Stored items
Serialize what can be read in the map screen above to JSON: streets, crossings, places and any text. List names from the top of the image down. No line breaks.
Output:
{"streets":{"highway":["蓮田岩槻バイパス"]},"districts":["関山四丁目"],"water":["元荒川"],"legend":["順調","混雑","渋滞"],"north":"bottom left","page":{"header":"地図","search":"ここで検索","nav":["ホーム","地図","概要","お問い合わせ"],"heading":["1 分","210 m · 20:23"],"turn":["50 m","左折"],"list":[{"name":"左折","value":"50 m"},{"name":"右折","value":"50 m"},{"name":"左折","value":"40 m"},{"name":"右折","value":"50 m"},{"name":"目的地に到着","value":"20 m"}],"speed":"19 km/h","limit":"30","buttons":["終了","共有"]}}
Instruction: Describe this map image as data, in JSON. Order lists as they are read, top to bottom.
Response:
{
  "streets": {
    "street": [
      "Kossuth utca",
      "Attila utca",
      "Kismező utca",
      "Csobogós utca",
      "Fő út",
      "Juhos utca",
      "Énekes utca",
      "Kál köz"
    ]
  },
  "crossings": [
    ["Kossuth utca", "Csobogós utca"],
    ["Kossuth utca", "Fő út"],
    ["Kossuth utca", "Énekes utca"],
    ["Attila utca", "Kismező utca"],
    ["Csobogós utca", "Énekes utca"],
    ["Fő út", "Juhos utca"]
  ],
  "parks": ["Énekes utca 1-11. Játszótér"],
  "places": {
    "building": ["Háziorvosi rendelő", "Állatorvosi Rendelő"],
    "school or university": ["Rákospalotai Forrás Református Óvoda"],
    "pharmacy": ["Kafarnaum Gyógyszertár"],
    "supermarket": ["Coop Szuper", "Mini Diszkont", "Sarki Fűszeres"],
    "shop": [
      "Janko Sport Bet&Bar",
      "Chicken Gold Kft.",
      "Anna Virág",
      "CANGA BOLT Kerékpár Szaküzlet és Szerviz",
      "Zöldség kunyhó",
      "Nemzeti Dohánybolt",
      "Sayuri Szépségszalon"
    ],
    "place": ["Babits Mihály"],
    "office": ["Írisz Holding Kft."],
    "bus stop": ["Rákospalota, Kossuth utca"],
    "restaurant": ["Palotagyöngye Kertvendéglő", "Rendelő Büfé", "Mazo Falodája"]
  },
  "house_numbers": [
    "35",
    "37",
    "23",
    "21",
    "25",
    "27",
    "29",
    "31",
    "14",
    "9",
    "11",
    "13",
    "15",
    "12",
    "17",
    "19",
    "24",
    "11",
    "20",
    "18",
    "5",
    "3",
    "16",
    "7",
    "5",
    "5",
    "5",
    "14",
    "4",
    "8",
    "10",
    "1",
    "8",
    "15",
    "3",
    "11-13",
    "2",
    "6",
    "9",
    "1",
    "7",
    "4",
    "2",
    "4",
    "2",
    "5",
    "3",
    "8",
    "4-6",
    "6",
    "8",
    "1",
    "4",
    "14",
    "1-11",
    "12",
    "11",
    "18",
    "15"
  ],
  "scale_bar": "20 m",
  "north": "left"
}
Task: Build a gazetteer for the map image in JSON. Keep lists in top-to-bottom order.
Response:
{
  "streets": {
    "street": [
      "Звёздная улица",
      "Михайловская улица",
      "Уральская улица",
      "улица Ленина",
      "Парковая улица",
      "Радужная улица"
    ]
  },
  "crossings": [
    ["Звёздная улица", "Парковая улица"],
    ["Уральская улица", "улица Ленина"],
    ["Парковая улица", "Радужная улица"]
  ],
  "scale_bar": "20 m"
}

_TASK TO CARRY OUT_
Please print exactly what appears from the first line of the data through the line with "Instruction: Describe this", including both of those lines and nothing past them.

_EXERCISE SOLUTION_
Serialize what can be read in the map screen above to JSON: streets, crossings, places and any text. List names from the top of the image down. No line breaks.
Output:
{"streets":{"highway":["蓮田岩槻バイパス"]},"districts":["関山四丁目"],"water":["元荒川"],"legend":["順調","混雑","渋滞"],"north":"bottom left","page":{"header":"地図","search":"ここで検索","nav":["ホーム","地図","概要","お問い合わせ"],"heading":["1 分","210 m · 20:23"],"turn":["50 m","左折"],"list":[{"name":"左折","value":"50 m"},{"name":"右折","value":"50 m"},{"name":"左折","value":"40 m"},{"name":"右折","value":"50 m"},{"name":"目的地に到着","value":"20 m"}],"speed":"19 km/h","limit":"30","buttons":["終了","共有"]}}
Instruction: Describe this map image as data, in JSON. Order lists as they are read, top to bottom.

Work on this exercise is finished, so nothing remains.